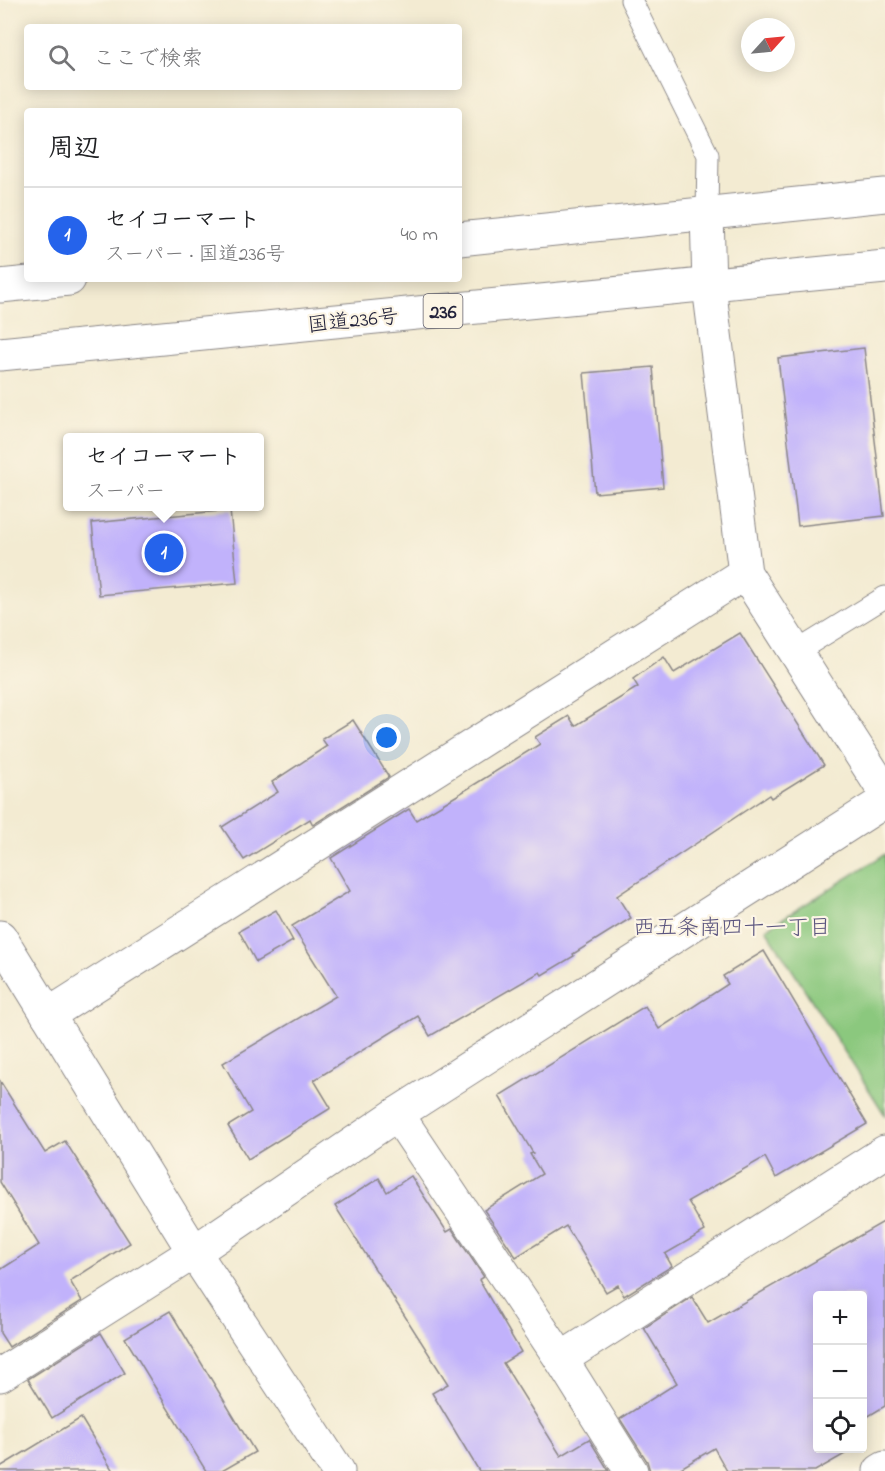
<!DOCTYPE html>
<html lang="ja">
<meta charset="utf-8">
<style>
:root{--surface:#fff;--page:#f6f6f6;--text:#202124;--muted:#757577;--line:#e0e0e0;--accent:#2563eb}
body{margin:0;font-family:"Indie Flower","Klee One",sans-serif;background:var(--page);color:var(--text)}
.controls{position:absolute;right:18px;bottom:18px;display:grid;overflow:hidden;border-radius:6px;box-shadow:0 3px 15px #0003}
.controls button{width:54px;height:54px;display:grid;place-items:center;padding:0;border:0;border-bottom:2px solid var(--line);background:var(--surface);color:var(--text);font:30px sans-serif}
.compass{position:absolute;left:741px;top:18px;width:54px;height:54px;border-radius:50%;background:var(--surface);box-shadow:0 3px 15px #0003;rotate:63deg}
.you{position:absolute;left:387px;top:738px;width:21px;height:21px;margin:-15px;border:4px solid #fff;border-radius:50%;background:#1a73e8;box-shadow:0 0 0 9px #1a73e833}
.badge{display:grid;place-items:center;width:39px;height:39px;border-radius:50%;background:var(--accent);color:#fff;font-size:20px;font-weight:700}
.pin{position:absolute;translate:-50% -50%;border:3px solid #fff;box-shadow:0 2px 6px #0006}
.popup{position:absolute;left:63px;top:433px;width:201px;height:78px;box-sizing:border-box;display:grid;place-content:center;border-radius:6px;background:var(--surface);filter:drop-shadow(0 2px 4px #0005);font-size:20px;white-space:nowrap;color:var(--muted)}
.popup b{font-size:22px;color:var(--text)}
.popup::after{content:'';position:absolute;left:50%;top:100%;margin-left:-12px;border:12px solid transparent;border-top-color:var(--surface)}
.list{margin:0;padding:0;list-style:none}
h2{display:flex;justify-content:space-between;align-items:center;height:78px;margin:0;padding:0 24px;font-size:26px}
h2 small{font-size:20px;font-weight:400;color:var(--muted)}
.list li{display:grid;grid-template-columns:39px 1fr auto;gap:18px;align-items:center;box-sizing:border-box;height:96px;padding:0 24px;border-top:2px solid var(--line)}
.list b{display:block;font-size:22px;white-space:nowrap}
.list p{margin:0;font-size:20px;white-space:nowrap;color:var(--muted)}
.list em{font-size:20px;font-style:normal;color:var(--muted)}
.icon{flex:none;width:33px;height:33px;fill:none;stroke:currentColor;stroke-width:2;stroke-linecap:round;stroke-linejoin:round}
.map{position:relative;flex:none;width:885px;height:1471px;overflow:hidden}
.search{position:absolute;background:var(--surface);box-shadow:0 3px 15px #0003;left:24px;top:24px;width:438px;height:66px;display:flex;align-items:center;gap:15px;box-sizing:border-box;padding:0 21px;border-radius:6px;color:var(--muted);font-size:22px}
.panel{position:absolute;background:var(--surface);box-shadow:0 3px 15px #0003;left:24px;top:108px;width:438px;height:174px;border-radius:6px}
.map>svg:first-child{display:block}
.green{fill:#8bc87e;stroke:#56755c;stroke-width:1.5}
.building{fill:#c1b2fb}
.lines{fill:none;stroke-linecap:round;stroke-linejoin:round}
.service-casing{stroke:#8a8686;stroke-width:23}
.minor-casing{stroke:#8a8686;stroke-width:35}
.tertiary-casing{stroke:#8a8686;stroke-width:35}
.trunk-casing{stroke:#8a8686;stroke-width:35}
.service{stroke:#fff;stroke-width:21}
.minor{stroke:#fff;stroke-width:33}
.tertiary{stroke:#fff;stroke-width:33}
.trunk{stroke:#fff;stroke-width:33}
.labels{text-anchor:middle;stroke-width:4.5;stroke-linejoin:round;paint-order:stroke}
.shield{fill:#fcf5e5;stroke:#63616e;stroke-width:1.5}
.shield-label{font-size:20px;font-weight:bold;fill:#22223b}
.street-label{font-size:21px;fill:#22223b;stroke:#fcf5e5}
.neighbourhood-label{font-size:22px;fill:#5a547e;stroke:#fcf5e5}
</style>
<div class="map">
<svg width="885" height="1471" viewBox="0 0 885 1471">
<rect width="100%" height="100%" fill="#fcf5e5"/>
<filter id="ink" filterUnits="userSpaceOnUse"><feTurbulence type="fractalNoise" baseFrequency=".0167" numOctaves="2"/><feDisplacementMap in="SourceGraphic" scale="12" xChannelSelector="R" yChannelSelector="G"/><feConvolveMatrix kernelMatrix="1 2 1 2 8 2 1 2 1" color-interpolation-filters="sRGB"/></filter>
<filter id="wash" filterUnits="userSpaceOnUse"><feTurbulence type="fractalNoise" baseFrequency=".008" numOctaves="4" result="noise"/><feDisplacementMap in="SourceGraphic" scale="24" xChannelSelector="R" yChannelSelector="G"/><feGaussianBlur stdDeviation="1.35" result="paint"/><feColorMatrix in="noise" values="0 0 0 0 0 0 0 0 0 0 0 0 0 0 0 0 0 1.4 0 .05"/><feComposite in="paint" operator="in"/></filter>
<g filter="url(#wash)">
<rect width="100%" height="100%" fill="#f3ebd2"/>
<path class="green" d="M 885,854 L 885,1115 L 766,929 Z"/>
<g id="blocks">
<g class="building">
<path d="M 864,348 L 884,516 L 798,526 L 778,358 Z"/>
<path d="M 653,367 L 663,487 L 595,493 L 584,373 Z"/>
<path d="M 230,510 L 237,583 L 99,595 L 92,523 Z"/>
<path d="M 740,633 L 824,765 L 771,798 L 769,795 L 617,896 L 631,918 L 573,954 L 574,956 L 542,975 L 540,972 L 430,1036 L 418,1016 L 314,1080 L 331,1108 L 248,1159 L 228,1126 L 251,1112 L 223,1063 L 336,996 L 292,926 L 350,891 L 331,858 L 409,809 L 416,820 L 456,796 L 540,744 L 535,737 L 569,716 L 575,726 L 638,687 L 633,679 L 664,657 L 674,673 Z"/>
<path d="M 353,720 L 389,777 L 313,825 L 310,819 L 244,860 L 222,827 L 278,792 L 272,782 L 327,746 L 322,739 Z"/>
<path d="M 276,910 L 293,941 L 256,962 L 239,931 Z"/>
<path d="M 764,951 L 867,1124 L 776,1178 L 765,1157 L 688,1201 L 705,1231 L 665,1254 L 672,1266 L 624,1296 L 618,1285 L 606,1292 L 566,1226 L 516,1257 L 484,1210 L 542,1174 L 530,1154 L 533,1153 L 499,1096 L 645,1006 L 659,1029 L 728,984 L 723,976 Z"/>
<path d="M 0,1081 L 45,1153 L 65,1141 L 130,1243 L 70,1281 L 82,1301 L 9,1347 L 0,1333 L 0,1270 L 39,1245 L 0,1182 Z"/>
<path d="M 411,1176 L 447,1232 L 452,1229 L 484,1277 L 479,1280 L 521,1352 L 503,1363 L 561,1456 L 589,1439 L 609,1471 L 479,1471 L 432,1393 L 448,1384 L 335,1206 L 379,1178 L 387,1192 Z"/>
<path d="M 885,1221 L 885,1406 L 862,1420 L 862,1296 L 818,1296 L 818,1449 L 842,1449 L 845,1454 L 815,1471 L 727,1471 L 714,1448 L 676,1471 L 650,1471 L 647,1461 L 620,1419 L 677,1383 L 644,1328 L 692,1297 L 708,1323 Z"/>
<path d="M 170,1311 L 255,1452 L 222,1471 L 206,1471 L 125,1338 Z"/>
<path d="M 101,1333 L 125,1373 L 52,1418 L 28,1379 Z"/>
<path d="M 81,1418 L 113,1471 L 0,1471 L 0,1467 Z"/>
</g>
</g>
</g>
<g filter="url(#ink)">
<use href="#blocks" fill-opacity="0" stroke="#8a8686" stroke-width="1.5"/>
<g class="lines">
<defs>
<g id="service">
<path d="M 631,0 L 708,155 L 707,213"/>
<path d="M 796,652 L 885,597"/>
</g>
<g id="minor">
<path d="M 707,213 L 709,286 L 745,573 L 885,792"/>
<path d="M 48,1015 L 745,573"/>
<path d="M 397,1114 L 561,1359 L 631,1471"/>
<path d="M 561,1359 L 885,1152"/>
<path d="M 0,1375 L 194,1252 L 397,1114 L 885,801"/>
<path d="M 880,1471 L 885,1468"/>
</g>
<path id="tertiary" d="M 0,937 L 194,1252 L 338,1471"/>
<g id="trunk">
<path d="M 459,239 L 885,195"/>
<path d="M 0,286 L 69,279"/>
<path d="M 0,354 L 885,267"/>
</g>
</defs>
<use href="#service" class="service-casing"/>
<use href="#minor" class="minor-casing"/>
<use href="#tertiary" class="tertiary-casing"/>
<use href="#trunk" class="trunk-casing"/>
<use href="#service" class="service"/>
<use href="#minor" class="minor"/>
<use href="#tertiary" class="tertiary"/>
<use href="#trunk" class="trunk"/>
</g>
</g>
<g class="labels">
<rect class="shield" x="423.5" y="294" width="39" height="34" rx="4.5"/>
<g class="shield-label">
<text x="443" y="318">236</text>
</g>
<g class="street-label">
<text transform="translate(353 320) rotate(-6)" y="7">国道236号</text>
</g>
<g class="neighbourhood-label">
<text x="732" y="934">西五条南四十一丁目</text>
</g>
</g>
</svg>
<div class="controls">
<button>+</button>
<button>−</button>
<button><svg class="icon" aria-label="locate" viewBox="0 0 24 24"><circle cx="12" cy="12" r="6"/><path d="M12 2v4M12 18v4M2 12h4M18 12h4"/></svg></button>
</div>
<svg class="compass" viewBox="-18 -18 36 36"><path d="M0-13l5 13h-10z" fill="#e53935"/><path d="M0 13l5-13h-10z" fill="#757577"/></svg>
<div class="you"></div>
<div class="pin badge" style="left:164px;top:553px">1</div>
<div class="popup"><b>セイコーマート</b>スーパー</div>
<div class="search"><svg class="icon" aria-label="search" viewBox="0 0 24 24"><circle cx="10" cy="10" r="6"/><path d="M15 15l6 6"/></svg>ここで検索</div>
<section class="panel">
<h2>周辺<small></small></h2>
<ul class="list">
<li><span class="badge">1</span><div><b>セイコーマート</b><p>スーパー · 国道236号</p></div><em>40 m</em></li>
</ul>
</section>
</div>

Action item:
Your answer should consist of the lines above that hold the word "linejoin".

Result:
.icon{flex:none;width:33px;height:33px;fill:none;stroke:currentColor;stroke-width:2;stroke-linecap:round;stroke-linejoin:round}
.lines{fill:none;stroke-linecap:round;stroke-linejoin:round}
.labels{text-anchor:middle;stroke-width:4.5;stroke-linejoin:round;paint-order:stroke}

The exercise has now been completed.